Caesar - the Drink
Created | Updated Apr 2, 2009
Along with diverse artists such as Leonard Cohen1, Tom Thomson, Bryan Adams and Avril Lavigne, not to mention many rightfully boastful Researchers, Canada has produced a unique and unusual drink. Although born in Montenegro, Mr Walter Chell was an employee of the thoroughly Canadian Calgary Inn in Calgary, Alberta, when he invented what he dubbed the 'Bloody Caesar' in 1969. Some say he was inspired by the vongole sauce of the Inn's Italian restaurant when he hand-mashed cooked clams, then added tomato juice, Worcestershire Sauce, hot sauce, a slice of lime, vodka, and a stick of celery as a garnish. The rest was history.
The Basics
Rim a glass with a combination of salt (usually celery salt) and ground black pepper2. This is done by moistening the rim with a clean, wet sponge and then dipping the wet rim in the combination. The rim can be moistened with a lime or lemon slice if preferred.

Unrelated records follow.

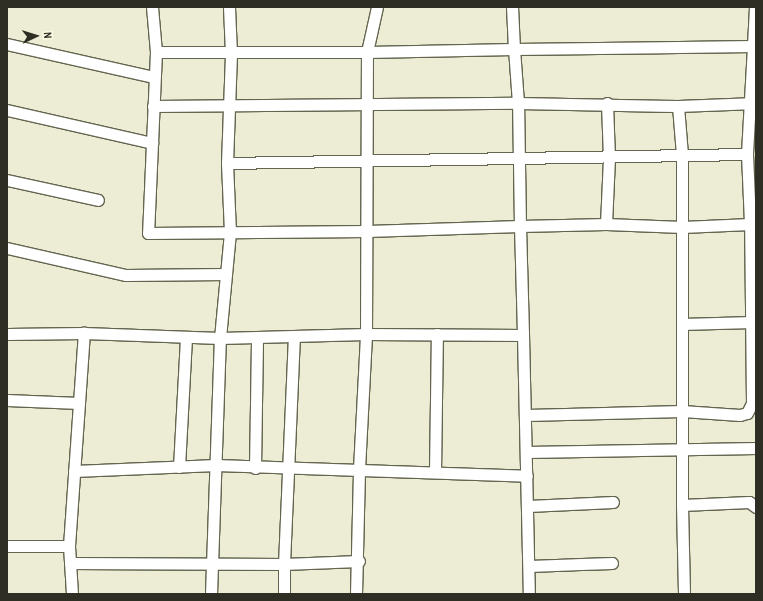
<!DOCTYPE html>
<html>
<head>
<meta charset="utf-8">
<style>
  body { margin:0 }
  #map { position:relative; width:763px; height:601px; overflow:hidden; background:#ecedd4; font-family:"Archivo Narrow",sans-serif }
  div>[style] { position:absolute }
  .roads { filter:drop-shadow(1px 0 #64654f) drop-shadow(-1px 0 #64654f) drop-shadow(0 1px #64654f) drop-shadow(0 -1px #64654f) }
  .street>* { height:11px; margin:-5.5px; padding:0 5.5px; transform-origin:5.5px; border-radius:5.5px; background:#fff }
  span { translate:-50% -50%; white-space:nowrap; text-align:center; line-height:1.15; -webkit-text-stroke:3.5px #f9fae1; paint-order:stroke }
  .frame { position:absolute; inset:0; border:8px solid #2e2e24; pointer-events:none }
  .north { position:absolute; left:16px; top:16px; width:40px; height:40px; -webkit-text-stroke:3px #f9fae1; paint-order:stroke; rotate:86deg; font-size:11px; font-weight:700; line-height:16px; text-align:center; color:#2e2e24 }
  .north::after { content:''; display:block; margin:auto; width:14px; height:18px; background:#2e2e24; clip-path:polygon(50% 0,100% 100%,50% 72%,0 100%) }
</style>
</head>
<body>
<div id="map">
  <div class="roads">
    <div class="street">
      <div style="left:152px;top:7px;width:45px;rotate:84.9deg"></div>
      <div style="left:156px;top:52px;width:181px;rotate:92.5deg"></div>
      <div style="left:148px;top:233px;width:219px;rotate:-0.5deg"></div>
      <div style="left:367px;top:231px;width:153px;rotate:-1.9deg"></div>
      <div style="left:520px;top:226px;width:109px;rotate:88.4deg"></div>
      <div style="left:755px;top:7px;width:39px;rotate:93deg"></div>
      <div style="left:753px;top:46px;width:3px"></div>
      <div style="left:7px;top:44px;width:151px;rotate:12.7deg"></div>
      <div style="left:753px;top:46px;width:108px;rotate:93.2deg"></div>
      <div style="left:747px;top:154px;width:70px;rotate:87.5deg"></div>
      <div style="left:750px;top:224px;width:68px;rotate:177.5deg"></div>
      <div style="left:682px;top:227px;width:76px;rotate:-177.7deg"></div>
      <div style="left:606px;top:224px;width:86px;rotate:178.7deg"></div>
      <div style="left:520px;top:226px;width:123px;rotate:-90.9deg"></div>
      <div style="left:518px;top:103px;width:54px;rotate:-94.2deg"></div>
      <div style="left:514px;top:49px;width:239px;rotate:-0.7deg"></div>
      <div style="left:156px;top:52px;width:211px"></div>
      <div style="left:367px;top:52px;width:147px;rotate:-1.2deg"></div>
      <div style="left:514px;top:49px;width:42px;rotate:-92.7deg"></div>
      <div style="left:153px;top:106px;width:365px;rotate:-0.5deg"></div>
      <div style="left:518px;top:103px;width:160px;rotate:1.1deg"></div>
      <div style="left:678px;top:106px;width:78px;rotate:-2.2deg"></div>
      <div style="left:678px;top:106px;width:49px;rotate:85.3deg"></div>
      <div style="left:682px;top:155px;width:350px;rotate:90deg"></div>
      <div style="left:682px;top:505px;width:89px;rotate:88.7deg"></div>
      <div style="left:7px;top:110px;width:149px;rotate:12.8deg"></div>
      <div style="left:227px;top:163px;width:520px;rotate:-0.99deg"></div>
      <div style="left:7px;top:180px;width:93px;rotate:12.4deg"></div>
      <div style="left:606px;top:224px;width:66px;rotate:-87.4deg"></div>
      <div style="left:609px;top:158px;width:55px;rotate:-92.1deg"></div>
      <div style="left:7px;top:248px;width:122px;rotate:12.8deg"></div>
      <div style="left:126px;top:275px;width:100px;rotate:-0.6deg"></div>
      <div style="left:682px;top:324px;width:70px;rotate:-1.6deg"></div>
      <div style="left:7px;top:334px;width:77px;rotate:-0.7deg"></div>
      <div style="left:84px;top:333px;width:136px;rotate:2.1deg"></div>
      <div style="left:220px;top:338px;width:146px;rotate:-1.6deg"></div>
      <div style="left:366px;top:334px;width:157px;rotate:0.4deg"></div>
      <div style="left:523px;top:335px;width:259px;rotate:88.7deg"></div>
      <div style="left:7px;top:400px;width:72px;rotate:2.4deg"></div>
      <div style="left:527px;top:415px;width:155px;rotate:-1.5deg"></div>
      <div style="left:682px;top:411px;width:58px;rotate:3.9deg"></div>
      <div style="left:740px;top:415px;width:7px;rotate:-16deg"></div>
      <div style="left:747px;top:413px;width:11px;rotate:-63deg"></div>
      <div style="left:752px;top:403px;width:179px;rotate:-90.6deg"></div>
      <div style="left:750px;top:224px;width:6px"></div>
      <div style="left:527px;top:452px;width:229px;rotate:-1deg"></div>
      <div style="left:179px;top:467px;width:130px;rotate:-86.9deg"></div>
      <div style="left:255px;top:468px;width:131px;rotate:-89.1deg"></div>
      <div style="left:74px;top:471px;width:142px;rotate:-2.4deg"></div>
      <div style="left:216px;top:465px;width:311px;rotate:2deg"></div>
      <div style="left:435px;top:472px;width:138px;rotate:-89.2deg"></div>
      <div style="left:682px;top:505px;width:67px;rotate:-2.6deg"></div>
      <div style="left:749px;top:502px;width:9px;rotate:36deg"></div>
      <div style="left:528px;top:506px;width:85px;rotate:-2.7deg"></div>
      <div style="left:7px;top:546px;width:62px"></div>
      <div style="left:69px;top:546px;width:214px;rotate:-86deg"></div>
      <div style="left:69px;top:546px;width:48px;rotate:86.4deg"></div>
      <div style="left:70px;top:563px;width:214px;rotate:0.3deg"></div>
      <div style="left:284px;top:564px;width:75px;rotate:-2.3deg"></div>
      <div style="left:529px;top:566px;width:83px;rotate:-2.1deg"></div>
      <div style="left:211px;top:594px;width:256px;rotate:-88deg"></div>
      <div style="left:220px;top:338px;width:106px;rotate:-84.6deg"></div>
      <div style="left:230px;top:232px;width:69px;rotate:-92.5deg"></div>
      <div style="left:227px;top:163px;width:110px;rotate:-87.9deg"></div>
      <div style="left:231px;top:53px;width:46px;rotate:-92.5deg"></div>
      <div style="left:284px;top:594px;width:30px;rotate:-90deg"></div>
      <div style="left:284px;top:564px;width:228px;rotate:-87.5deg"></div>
      <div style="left:356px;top:594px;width:125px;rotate:-88.6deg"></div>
      <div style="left:359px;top:469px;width:135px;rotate:-87deg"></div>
      <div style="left:366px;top:334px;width:282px;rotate:-89.8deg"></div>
      <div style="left:367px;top:52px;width:46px;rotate:-77.5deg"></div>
    </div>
  </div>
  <div class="frame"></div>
  <div class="north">N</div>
</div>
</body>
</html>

Now add vodka3, ice, and a stick of celery. Add hot sauce to the drink to taste; most people use Worcestershire Sauce and Tabasco, some add horseradish or even wasabi.
Squeeze in a slice of lime. Top with cold Clamato juice, which is a mixture of the essence of clams (the nectar produced when they are steamed) and tomato juice4.
Beyond the Basics
Seafood and fruit? It gets even better! So let's review. Fruit juice with hot spices and seafood, in a container rimmed with still more hot spices and artery-clogging salt. But wait... Years of refinement have made this drink even more mind-boggling. Some establishments add a cold cooked shrimp as a garnish - even more seafood with the fruit! Many add spicy pickled green beans or pickled asparagus - so now we have vegetables!5 A suitably classy establishment may add a lime slice, celery, spicy pickled green beans and a cold cooked jumbo shrimp. Some even add a cooked or smoked clam in memory of the original recipe.6 Needless to say, the food items may be eaten at any point during the drink's consumption. It's a spicy hot, mind-numbing, artery-clogging, bizarre mixture that tends to blow the socks off the uninitiated.7 Not for the faint of heart, so it is no wonder that many have dubbed this the 'National Drink of Canada'.
The Favourite Recipe
Rim a glass with salt and pepper as mentioned earlier. In the west of Canada it's generally a very large glass, whereas in the east it is usually much smaller. This is strange, since although the east considers itself to be more civilised and refined, they are definitely more in need of a stiff drink.
- Add ice.8
- A dash or five of hot sauce - Habanero if you dare, or just tabasco if you must. Worcestershire sauce to taste.
- Salt and pepper.
- A quarter teaspoon of hot horseradish.
- Add one or two ounces of premium vodka, depending on your geographical position. Top with Clamato or equivalent.
- No celery, just several pickled beans.9
- Drink.
- Repeat.
For the purist, only a mouth-burning, eye-wateringly spicy, pickled long green bean is necessary as a garnish, along with the lime wedge and salt/pepper ring. So now the recipe for the green bean, which is often prepared in the late summer in preparation for the winter 'drinking' season.10
Hot Pickled Green Beans
Prepare pickling vinegar with more hot spices than you think are needed, some sugar, a little salt to taste, and still more spices. Bring to boil and then reduce the heat slightly. Wash and blanch entire green beans, without removing the tops and tails, then quench with ice water.
Prepare and heat large (half-litre) canning jars and boil the tops to soften the seal.
Peel garlic cloves and split hot peppers lengthwise. Don't touch your eyes or face with your now semi-lethal fingers!
Pack the beans into the jars and slide the peppers and raw garlic in interesting patterns against the glass.
Pour the eye-stinging, cough-inducing vinegar mixture over the beans and close immediately (only finger-tight). When the tops 'ping' and pop inwards you know the seal is good. Although the vinegar, salt and ridiculously large amounts of hot spice will kill any form of harmful life, discard any non-pinging bottles, or else heat them until they lose some of their crunch and start again.
The beans will be ready in a month or more, but it is advisable not to leave them for much more than a year. If you do and forget them, leave them in a time capsule for future archaeologists to puzzle over11.
Clamato
Consider if you will the non-alcoholic drink Clamato. As chronicled by numerous Canadian comedians, this is a combination of spectacularly bizarre flavours.12 Clamato is a rare and wondrous drink, usually found only in Canada or places frequented by Canadians. It can, however, be found in many places in the United States because of its adoption by the Hispanic community there. If you are unlucky enough to live in a place where you are unable to acquire this nectar of the gods, a combination of one third clam nectar and two thirds tomato juice will have to suffice. Poor devils.
How does Canada produce all its musicians, comedians and Researchers? Could the 'Bloody' Caesar be the reason? Only Caesar-swilling, Red Needle-gulping, Caribou-slurping Canadians know for sure.